Aim of the exercise:
Don't include any picture when you restate the data word for word.

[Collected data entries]

========

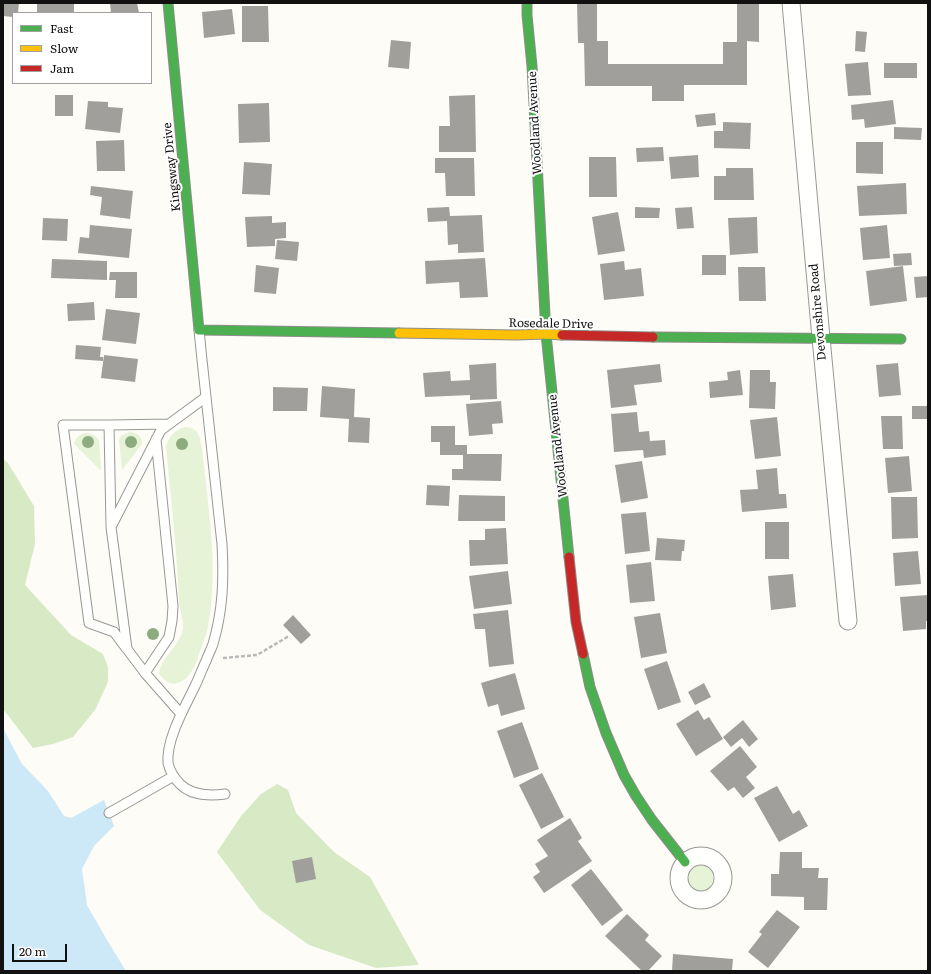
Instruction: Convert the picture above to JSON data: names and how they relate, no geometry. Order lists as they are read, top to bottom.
{
  "streets": {
    "street": [
      "Woodland Avenue",
      "Kingsway Drive",
      "Devonshire Road",
      "Rosedale Drive"
    ]
  },
  "crossings": [
    ["Woodland Avenue", "Rosedale Drive"],
    ["Kingsway Drive", "Rosedale Drive"],
    ["Devonshire Road", "Rosedale Drive"]
  ],
  "legend": ["Fast", "Slow", "Jam"],
  "scale_bar": "20 m"
}
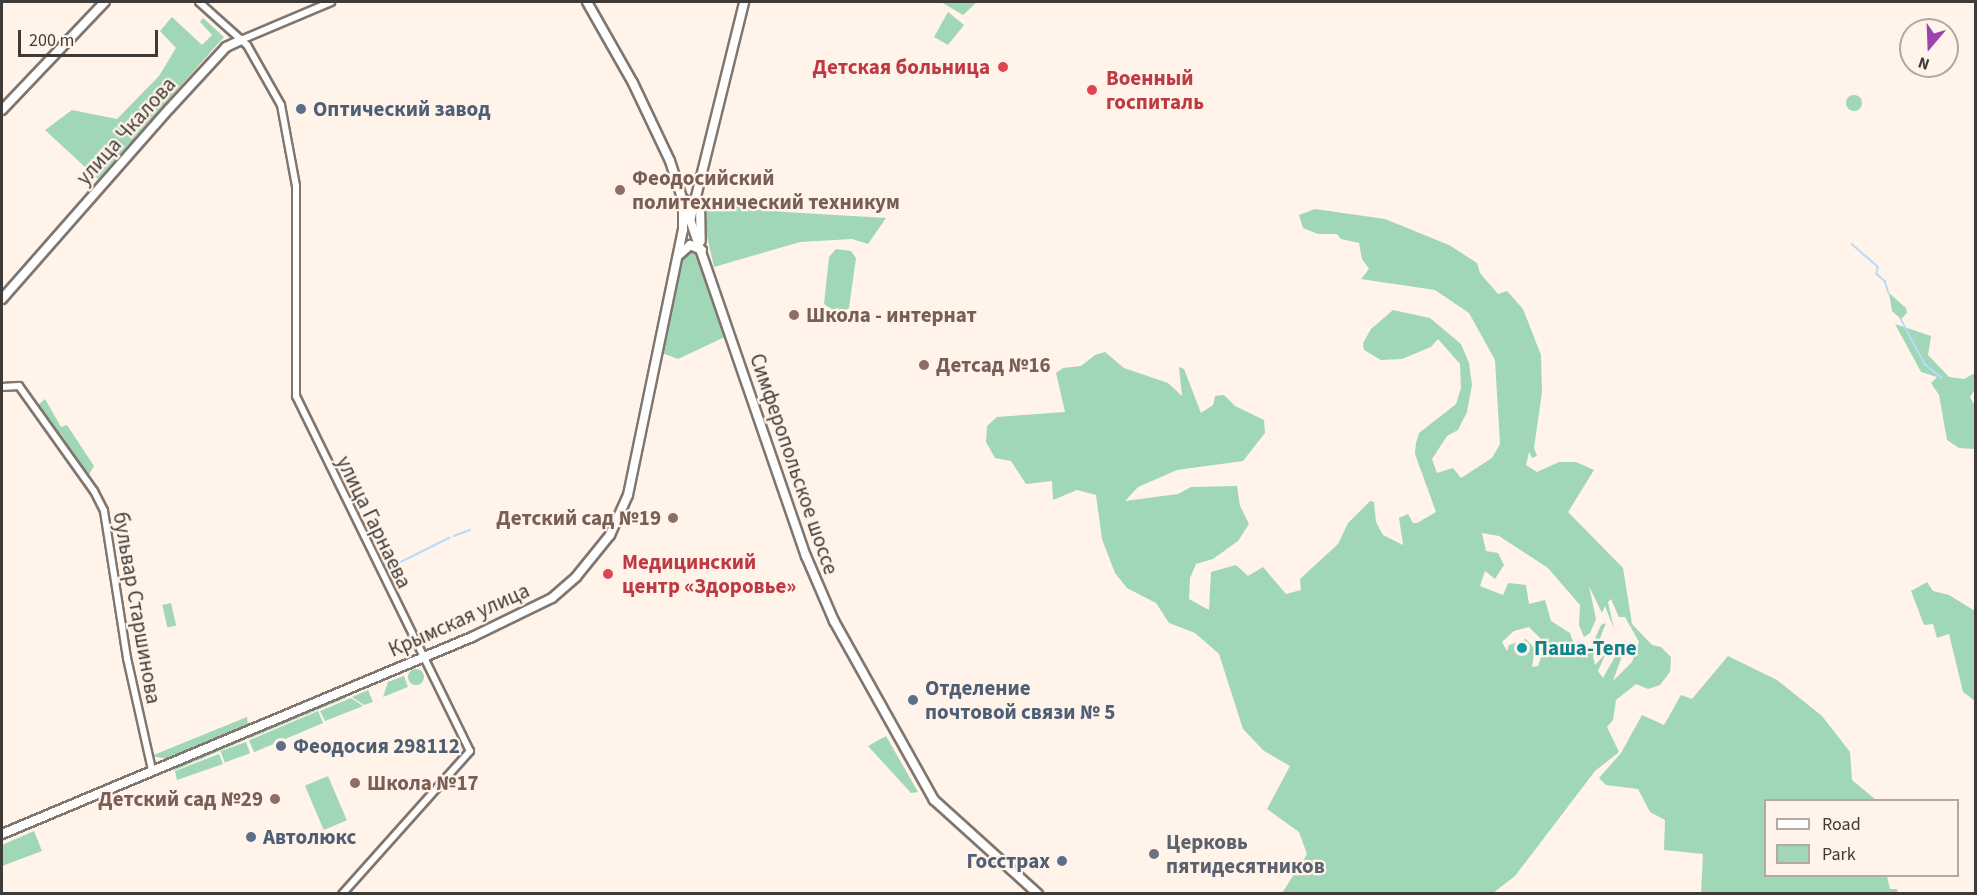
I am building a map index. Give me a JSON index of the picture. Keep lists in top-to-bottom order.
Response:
{
  "streets": {
    "main road": ["улица Чкалова", "Симферопольское шоссе", "Крымская улица"],
    "street": ["улица Гарнаева", "бульвар Старшинова"]
  },
  "crossings": [
    ["улица Чкалова", "улица Гарнаева"],
    ["Симферопольское шоссе", "Крымская улица"],
    ["улица Гарнаева", "Крымская улица"],
    ["бульвар Старшинова", "Крымская улица"]
  ],
  "places": [
    "Детская больница",
    "Военный госпиталь",
    "Оптический завод",
    "Феодосийский политехнический техникум",
    "Школа - интернат",
    "Детсад №16",
    "Детский сад №19",
    "Медицинский центр «Здоровье»",
    "Паша-Тепе",
    "Отделение почтовой связи № 5",
    "Феодосия 298112",
    "Школа №17",
    "Детский сад №29",
    "Автолюкс",
    "Церковь пятидесятников",
    "Госстрах"
  ],
  "legend": ["Road", "Park"],
  "scale_bar": "200 m",
  "north": "bottom"
}
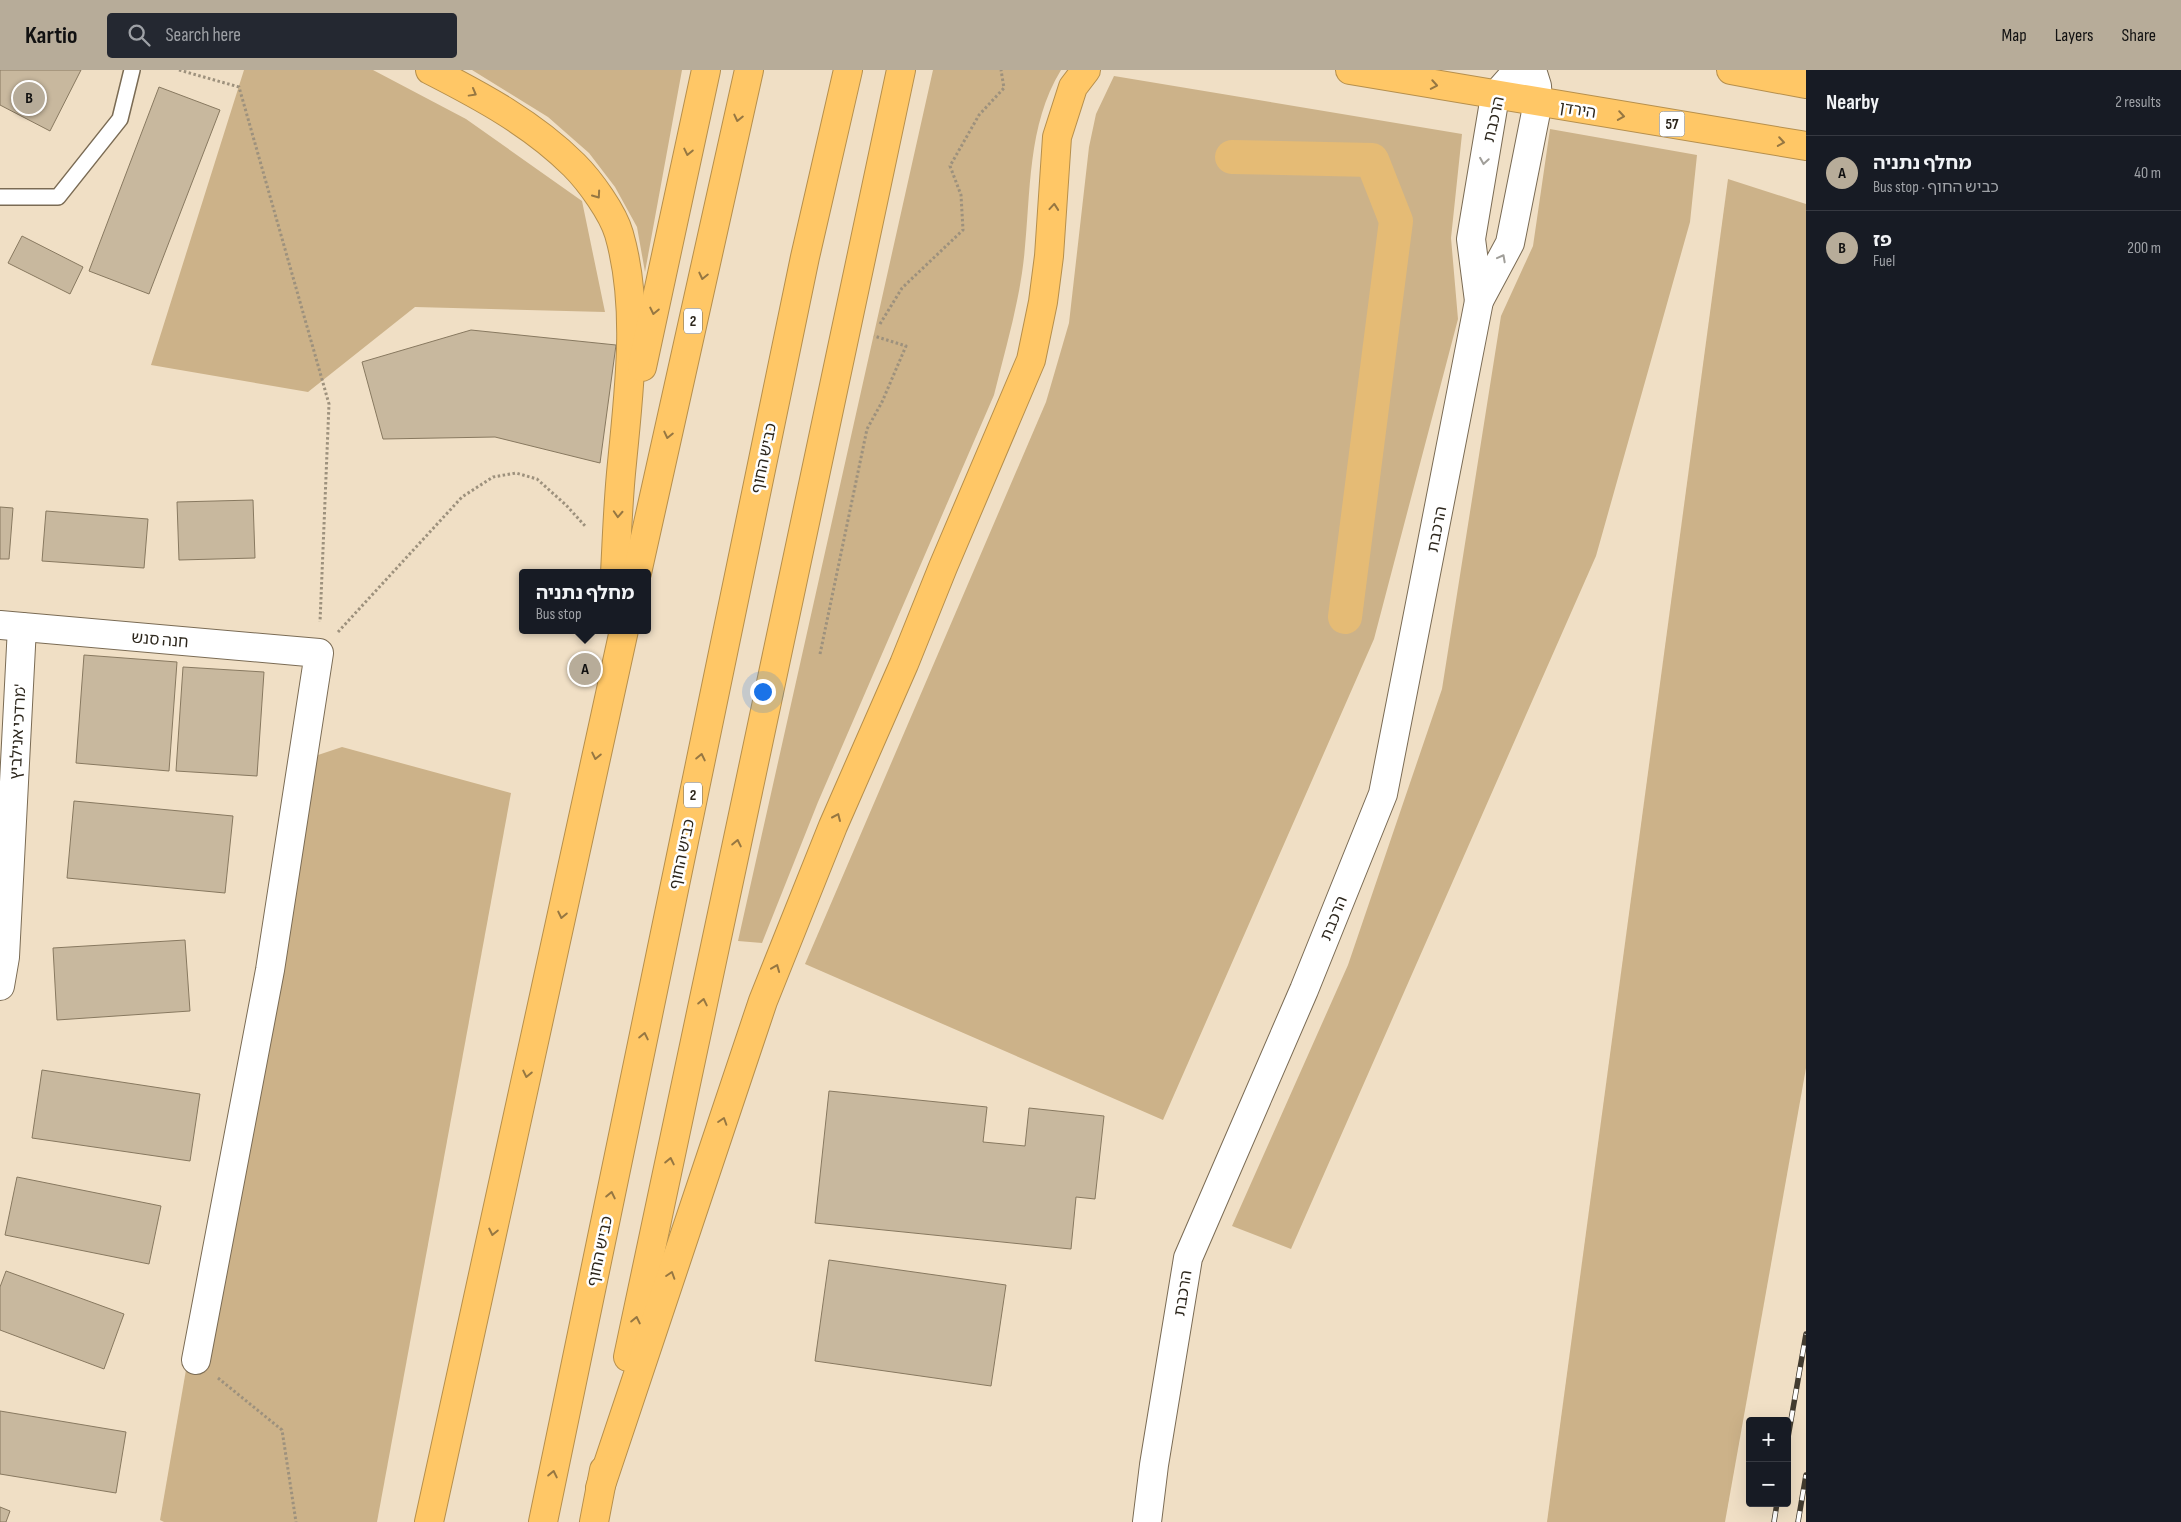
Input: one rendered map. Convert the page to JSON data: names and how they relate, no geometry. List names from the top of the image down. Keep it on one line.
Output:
{"streets":{"highway":["הירדן","57","2","כביש החוף"],"street":["הרכבת","חנה סנש","מרדכי אנילביץ'"]},"crossings":[["הירדן","הרכבת"],["חנה סנש","מרדכי אנילביץ'"]],"one_way":["הירדן"],"page":{"header":"Kartio","search":"Search here","nav":["Map","Layers","Share"],"heading":["Nearby","2 results"],"pins":["B","A"],"list":[{"mark":"A","name":"מחלף נתניה","note":"Bus stop · כביש החוף","value":"40 m"},{"mark":"B","name":"פז","note":"Fuel","value":"200 m"}],"popup":["מחלף נתניה","Bus stop"],"map_buttons":["+","−"]}}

========

Result of the task:
Instruction: Convert the picture above to JSON data: names and how they relate, no geometry. Order lists as they are read, top to bottom.
{
  "streets": {
    "street": [
      "Woodland Avenue",
      "Kingsway Drive",
      "Devonshire Road",
      "Rosedale Drive"
    ]
  },
  "crossings": [
    ["Woodland Avenue", "Rosedale Drive"],
    ["Kingsway Drive", "Rosedale Drive"],
    ["Devonshire Road", "Rosedale Drive"]
  ],
  "legend": ["Fast", "Slow", "Jam"],
  "scale_bar": "20 m"
}
I am building a map index. Give me a JSON index of the picture. Keep lists in top-to-bottom order.
Response:
{
  "streets": {
    "main road": ["улица Чкалова", "Симферопольское шоссе", "Крымская улица"],
    "street": ["улица Гарнаева", "бульвар Старшинова"]
  },
  "crossings": [
    ["улица Чкалова", "улица Гарнаева"],
    ["Симферопольское шоссе", "Крымская улица"],
    ["улица Гарнаева", "Крымская улица"],
    ["бульвар Старшинова", "Крымская улица"]
  ],
  "places": [
    "Детская больница",
    "Военный госпиталь",
    "Оптический завод",
    "Феодосийский политехнический техникум",
    "Школа - интернат",
    "Детсад №16",
    "Детский сад №19",
    "Медицинский центр «Здоровье»",
    "Паша-Тепе",
    "Отделение почтовой связи № 5",
    "Феодосия 298112",
    "Школа №17",
    "Детский сад №29",
    "Автолюкс",
    "Церковь пятидесятников",
    "Госстрах"
  ],
  "legend": ["Road", "Park"],
  "scale_bar": "200 m",
  "north": "bottom"
}
Input: one rendered map. Convert the page to JSON data: names and how they relate, no geometry. List names from the top of the image down. Keep it on one line.
Output:
{"streets":{"highway":["הירדן","57","2","כביש החוף"],"street":["הרכבת","חנה סנש","מרדכי אנילביץ'"]},"crossings":[["הירדן","הרכבת"],["חנה סנש","מרדכי אנילביץ'"]],"one_way":["הירדן"],"page":{"header":"Kartio","search":"Search here","nav":["Map","Layers","Share"],"heading":["Nearby","2 results"],"pins":["B","A"],"list":[{"mark":"A","name":"מחלף נתניה","note":"Bus stop · כביש החוף","value":"40 m"},{"mark":"B","name":"פז","note":"Fuel","value":"200 m"}],"popup":["מחלף נתניה","Bus stop"],"map_buttons":["+","−"]}}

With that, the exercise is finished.